The stunning landscapes and beautiful ancient architecture vary among these sites, and the lure of nearby Machu Picchu means that other sites are much less expensive and much less crowded. These ruins are included in the Boleto Turístico, or Tourist Ticket, which gives you access to a variety of attractions in and around Cuzco for a great price. The Boleto Turístico is available for purchase at any of the included sites and costs about $46 for adults or $25 for students with a valid ISIC card. Partial tickets are also available for $25. All of these sites are in easy driving distance of Cuzco, making them especially accessible by rental car or taxi in addition to the options listed below.
If you are traveling to Cuzco and the Sacred Valley, these ruins are all worth some time in your schedule. Don’t miss these 10 ruins to visit in Peru – that aren’t Machu Picchu.
Nestled among towering mountains and rushing rivers, Pisac’s expansive ruins paired with the bustling market in the town below are more than enough reason to spend a full day here – maybe two. The ruins – an Inca citadel – sit high above town, with incredible views of the surrounding mountains, rivers and valleys. It is surprisingly quiet and serene, in contrast with the vibrant market that the town of Pisac is known for. Vendors selling everything from potatoes and choclo (a variety of Peruvian corn) to pottery, jewelry, clothing and more fan out from the center of the town into alleyways and side streets every Sunday – an experience in itself.

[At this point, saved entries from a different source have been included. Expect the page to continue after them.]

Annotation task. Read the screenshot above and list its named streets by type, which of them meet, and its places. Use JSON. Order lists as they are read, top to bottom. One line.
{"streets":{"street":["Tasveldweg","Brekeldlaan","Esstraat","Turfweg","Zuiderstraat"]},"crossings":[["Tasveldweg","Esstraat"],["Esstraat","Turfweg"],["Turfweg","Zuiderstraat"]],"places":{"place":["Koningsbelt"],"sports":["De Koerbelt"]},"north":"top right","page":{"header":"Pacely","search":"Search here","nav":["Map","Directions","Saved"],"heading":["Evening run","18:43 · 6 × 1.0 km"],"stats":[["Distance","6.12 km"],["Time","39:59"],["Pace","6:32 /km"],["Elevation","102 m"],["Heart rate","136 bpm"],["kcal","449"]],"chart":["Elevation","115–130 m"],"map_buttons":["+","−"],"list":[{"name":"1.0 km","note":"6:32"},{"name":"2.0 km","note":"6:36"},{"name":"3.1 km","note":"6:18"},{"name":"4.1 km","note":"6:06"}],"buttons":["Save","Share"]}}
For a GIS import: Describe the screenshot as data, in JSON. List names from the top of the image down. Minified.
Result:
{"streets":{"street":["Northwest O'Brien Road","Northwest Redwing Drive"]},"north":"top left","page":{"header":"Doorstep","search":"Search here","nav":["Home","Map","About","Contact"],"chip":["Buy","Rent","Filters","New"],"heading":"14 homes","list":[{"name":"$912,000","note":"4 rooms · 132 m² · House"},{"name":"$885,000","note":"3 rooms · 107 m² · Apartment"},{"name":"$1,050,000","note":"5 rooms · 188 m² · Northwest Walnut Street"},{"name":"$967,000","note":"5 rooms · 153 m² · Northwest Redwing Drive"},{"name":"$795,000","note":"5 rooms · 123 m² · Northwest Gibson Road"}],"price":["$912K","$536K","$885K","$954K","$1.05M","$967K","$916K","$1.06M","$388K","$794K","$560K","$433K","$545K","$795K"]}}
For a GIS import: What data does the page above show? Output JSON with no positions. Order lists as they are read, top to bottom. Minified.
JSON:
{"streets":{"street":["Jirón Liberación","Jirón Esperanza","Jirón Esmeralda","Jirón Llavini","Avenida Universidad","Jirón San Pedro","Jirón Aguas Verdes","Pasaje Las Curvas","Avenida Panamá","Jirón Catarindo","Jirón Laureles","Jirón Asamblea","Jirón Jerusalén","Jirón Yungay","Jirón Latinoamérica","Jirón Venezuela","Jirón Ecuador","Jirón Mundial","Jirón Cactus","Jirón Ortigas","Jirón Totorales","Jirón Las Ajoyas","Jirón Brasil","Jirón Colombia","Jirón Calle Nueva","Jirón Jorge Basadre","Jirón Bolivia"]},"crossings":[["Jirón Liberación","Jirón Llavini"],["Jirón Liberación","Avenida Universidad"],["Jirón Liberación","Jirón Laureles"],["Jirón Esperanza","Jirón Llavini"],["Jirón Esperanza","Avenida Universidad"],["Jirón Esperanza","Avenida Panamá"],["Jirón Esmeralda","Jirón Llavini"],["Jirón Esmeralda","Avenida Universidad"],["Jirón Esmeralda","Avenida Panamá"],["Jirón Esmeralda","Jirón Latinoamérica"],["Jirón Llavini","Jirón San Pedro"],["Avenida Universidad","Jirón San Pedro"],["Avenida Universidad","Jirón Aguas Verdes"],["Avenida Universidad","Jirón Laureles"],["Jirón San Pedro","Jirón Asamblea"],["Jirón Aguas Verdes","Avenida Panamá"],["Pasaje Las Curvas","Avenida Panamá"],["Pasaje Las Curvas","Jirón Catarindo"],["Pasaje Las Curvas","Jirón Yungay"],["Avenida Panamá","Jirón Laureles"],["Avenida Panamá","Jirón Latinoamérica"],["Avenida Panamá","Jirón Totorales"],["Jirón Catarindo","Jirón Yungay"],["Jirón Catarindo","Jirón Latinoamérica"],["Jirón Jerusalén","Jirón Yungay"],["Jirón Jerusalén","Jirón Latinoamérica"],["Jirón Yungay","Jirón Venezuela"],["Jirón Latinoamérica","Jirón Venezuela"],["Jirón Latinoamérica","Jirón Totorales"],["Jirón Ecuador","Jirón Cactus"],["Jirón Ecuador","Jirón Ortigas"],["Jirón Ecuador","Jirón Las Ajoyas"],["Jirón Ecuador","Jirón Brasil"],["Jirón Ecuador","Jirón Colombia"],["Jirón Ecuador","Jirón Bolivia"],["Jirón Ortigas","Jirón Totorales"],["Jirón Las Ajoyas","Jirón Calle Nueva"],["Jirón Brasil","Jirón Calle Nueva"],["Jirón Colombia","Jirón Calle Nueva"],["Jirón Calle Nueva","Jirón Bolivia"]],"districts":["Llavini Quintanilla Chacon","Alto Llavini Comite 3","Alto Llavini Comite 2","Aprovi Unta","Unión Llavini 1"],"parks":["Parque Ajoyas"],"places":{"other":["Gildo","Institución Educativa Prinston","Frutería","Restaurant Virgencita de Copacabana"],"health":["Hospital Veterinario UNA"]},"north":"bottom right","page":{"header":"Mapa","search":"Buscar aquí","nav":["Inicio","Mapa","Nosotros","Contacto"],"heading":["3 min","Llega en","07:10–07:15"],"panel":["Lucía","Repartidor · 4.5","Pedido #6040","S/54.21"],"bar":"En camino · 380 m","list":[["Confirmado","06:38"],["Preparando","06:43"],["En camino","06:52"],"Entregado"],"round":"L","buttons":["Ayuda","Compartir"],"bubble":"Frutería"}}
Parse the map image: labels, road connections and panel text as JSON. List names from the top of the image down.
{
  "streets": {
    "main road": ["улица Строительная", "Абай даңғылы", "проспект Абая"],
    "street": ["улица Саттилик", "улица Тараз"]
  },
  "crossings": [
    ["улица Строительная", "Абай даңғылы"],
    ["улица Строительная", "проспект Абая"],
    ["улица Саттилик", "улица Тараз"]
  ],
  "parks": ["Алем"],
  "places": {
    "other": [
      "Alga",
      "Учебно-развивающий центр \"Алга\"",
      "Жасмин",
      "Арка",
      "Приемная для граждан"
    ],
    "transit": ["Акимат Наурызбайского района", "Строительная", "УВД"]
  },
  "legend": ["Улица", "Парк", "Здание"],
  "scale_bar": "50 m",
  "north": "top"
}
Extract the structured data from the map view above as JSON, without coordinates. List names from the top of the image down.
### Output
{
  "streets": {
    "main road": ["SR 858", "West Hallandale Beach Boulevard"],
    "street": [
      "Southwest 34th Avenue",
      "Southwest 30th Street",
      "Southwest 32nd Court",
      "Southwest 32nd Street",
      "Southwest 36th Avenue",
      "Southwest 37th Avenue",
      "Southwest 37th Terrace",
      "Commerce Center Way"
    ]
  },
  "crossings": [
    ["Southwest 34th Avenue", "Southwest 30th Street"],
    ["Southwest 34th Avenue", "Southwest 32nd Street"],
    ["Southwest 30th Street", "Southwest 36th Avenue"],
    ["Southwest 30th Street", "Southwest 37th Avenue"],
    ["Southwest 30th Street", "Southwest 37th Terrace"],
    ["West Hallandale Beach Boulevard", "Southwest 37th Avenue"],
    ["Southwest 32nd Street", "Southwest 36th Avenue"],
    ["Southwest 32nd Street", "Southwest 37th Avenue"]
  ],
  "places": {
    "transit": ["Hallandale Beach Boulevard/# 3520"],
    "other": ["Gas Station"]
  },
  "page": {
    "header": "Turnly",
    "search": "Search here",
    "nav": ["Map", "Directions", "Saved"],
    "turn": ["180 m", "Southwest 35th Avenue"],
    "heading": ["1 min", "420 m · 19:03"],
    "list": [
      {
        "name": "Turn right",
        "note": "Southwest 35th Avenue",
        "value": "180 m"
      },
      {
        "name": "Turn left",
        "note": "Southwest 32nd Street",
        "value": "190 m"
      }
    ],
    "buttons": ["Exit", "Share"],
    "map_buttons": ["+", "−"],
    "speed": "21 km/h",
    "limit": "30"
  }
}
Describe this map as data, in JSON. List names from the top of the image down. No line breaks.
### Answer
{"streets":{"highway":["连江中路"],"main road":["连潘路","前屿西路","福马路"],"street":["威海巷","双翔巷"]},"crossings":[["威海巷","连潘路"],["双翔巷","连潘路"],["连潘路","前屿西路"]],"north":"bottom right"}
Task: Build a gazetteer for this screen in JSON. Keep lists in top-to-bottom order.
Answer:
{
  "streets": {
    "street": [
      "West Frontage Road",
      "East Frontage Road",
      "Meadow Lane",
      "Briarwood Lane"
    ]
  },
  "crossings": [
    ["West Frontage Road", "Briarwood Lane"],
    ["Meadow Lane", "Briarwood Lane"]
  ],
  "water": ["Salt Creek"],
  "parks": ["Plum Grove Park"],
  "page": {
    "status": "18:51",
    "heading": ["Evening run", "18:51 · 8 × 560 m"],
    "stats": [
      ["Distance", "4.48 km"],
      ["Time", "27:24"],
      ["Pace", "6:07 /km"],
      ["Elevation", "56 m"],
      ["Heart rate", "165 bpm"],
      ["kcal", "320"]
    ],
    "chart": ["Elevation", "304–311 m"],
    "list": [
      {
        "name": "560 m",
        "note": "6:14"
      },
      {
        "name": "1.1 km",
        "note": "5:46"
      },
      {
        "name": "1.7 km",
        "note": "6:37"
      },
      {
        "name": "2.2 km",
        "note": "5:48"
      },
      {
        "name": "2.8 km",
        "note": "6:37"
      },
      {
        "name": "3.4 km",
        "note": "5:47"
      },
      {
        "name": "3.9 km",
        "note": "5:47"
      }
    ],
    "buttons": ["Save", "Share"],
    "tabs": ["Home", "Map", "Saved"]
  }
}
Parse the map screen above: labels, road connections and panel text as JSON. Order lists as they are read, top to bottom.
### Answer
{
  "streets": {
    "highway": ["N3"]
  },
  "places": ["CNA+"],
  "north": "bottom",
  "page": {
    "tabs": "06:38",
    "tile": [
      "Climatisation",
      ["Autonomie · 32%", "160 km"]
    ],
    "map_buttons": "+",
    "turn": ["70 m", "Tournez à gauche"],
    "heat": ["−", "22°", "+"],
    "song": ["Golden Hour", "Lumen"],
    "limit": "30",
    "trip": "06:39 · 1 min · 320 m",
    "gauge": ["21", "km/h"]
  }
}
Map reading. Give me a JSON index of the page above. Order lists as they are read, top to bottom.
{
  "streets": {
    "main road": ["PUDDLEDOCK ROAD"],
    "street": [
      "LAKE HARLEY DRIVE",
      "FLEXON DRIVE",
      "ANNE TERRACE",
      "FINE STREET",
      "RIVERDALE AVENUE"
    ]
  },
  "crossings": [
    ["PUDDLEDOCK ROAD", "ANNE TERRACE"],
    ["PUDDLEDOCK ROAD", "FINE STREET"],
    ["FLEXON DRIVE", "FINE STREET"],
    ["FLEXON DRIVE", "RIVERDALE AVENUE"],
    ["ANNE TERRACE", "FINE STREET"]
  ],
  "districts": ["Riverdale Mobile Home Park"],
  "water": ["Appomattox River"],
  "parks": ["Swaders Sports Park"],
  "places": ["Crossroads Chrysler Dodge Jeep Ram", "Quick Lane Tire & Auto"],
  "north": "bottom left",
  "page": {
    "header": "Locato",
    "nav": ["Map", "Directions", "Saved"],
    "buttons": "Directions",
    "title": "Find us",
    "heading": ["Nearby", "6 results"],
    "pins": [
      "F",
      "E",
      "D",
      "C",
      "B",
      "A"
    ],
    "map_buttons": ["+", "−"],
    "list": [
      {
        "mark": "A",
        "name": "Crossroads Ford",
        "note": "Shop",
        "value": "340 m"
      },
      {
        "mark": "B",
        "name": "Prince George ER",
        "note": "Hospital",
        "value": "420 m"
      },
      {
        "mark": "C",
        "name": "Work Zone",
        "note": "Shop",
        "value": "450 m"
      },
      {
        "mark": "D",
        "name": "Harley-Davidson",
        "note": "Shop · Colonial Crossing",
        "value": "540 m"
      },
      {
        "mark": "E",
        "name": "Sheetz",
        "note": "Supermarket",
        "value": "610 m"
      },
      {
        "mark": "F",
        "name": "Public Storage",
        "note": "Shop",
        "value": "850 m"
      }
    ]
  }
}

While you may see the occasional busload of tourists in Pisac’s main plaza, few seem to venture beyond town to the ruins, making them an ideal place to get away from it all. There is plenty to explore at the top of the mountain, close to the entrance and waiting taxis; however, the best spots are located further down the main trail. Here, you will find ancient tunnels, tombs, temples, water channels, terraces and more. The trail continues down the mountain and right into the center of town, but if you decide to make the trek, be aware of what you’re getting into. The long, steep hike can leave your legs tired and shaking by the time you reach the bottom.
Getting there: Take a bus to the town of Pisac from Cuzco. From there, take a taxi to the entrance of the ruins, or hike up from the center of town (2 or more hours of steep, uphill climbing).
Getting back: Leave the same way you entered and take a taxi back down, or you can follow the trail down the mountain back into Pisac (about 1.5 to 2 hours downhill).
Tambomachay, Pukapukara, Qenko and Sacsayhuamán
Four sites are located on the main road just outside Cuzco – Tambomachay, Pukapukara, Qenko and Sacsayhuamán. It’s perfectly feasible to visit all four in one day since all but Sacsayhuaman are fairly small, and you can even walk from place to place.
Tambomachay is the farthest from Cuzco and the highest up the hill, making it a good starting point if you plan on walking to the rest of the sites. It is home to several ceremonial baths with water still running through the channels. The paths on the hills behind the baths are great vantage points for seeing the area.
Just across the street from Tambomachay is Pukapukara, which is thought to have been a guard post, hunting lodge or rest stop on the road to Cuzco. What really makes it worth seeing, however, is the view. As you reach the far edge of the ruins, the earth drops out from beneath you, opening into a wide expanse of rolling farmland shadowed by the mountains on the other side of the valley.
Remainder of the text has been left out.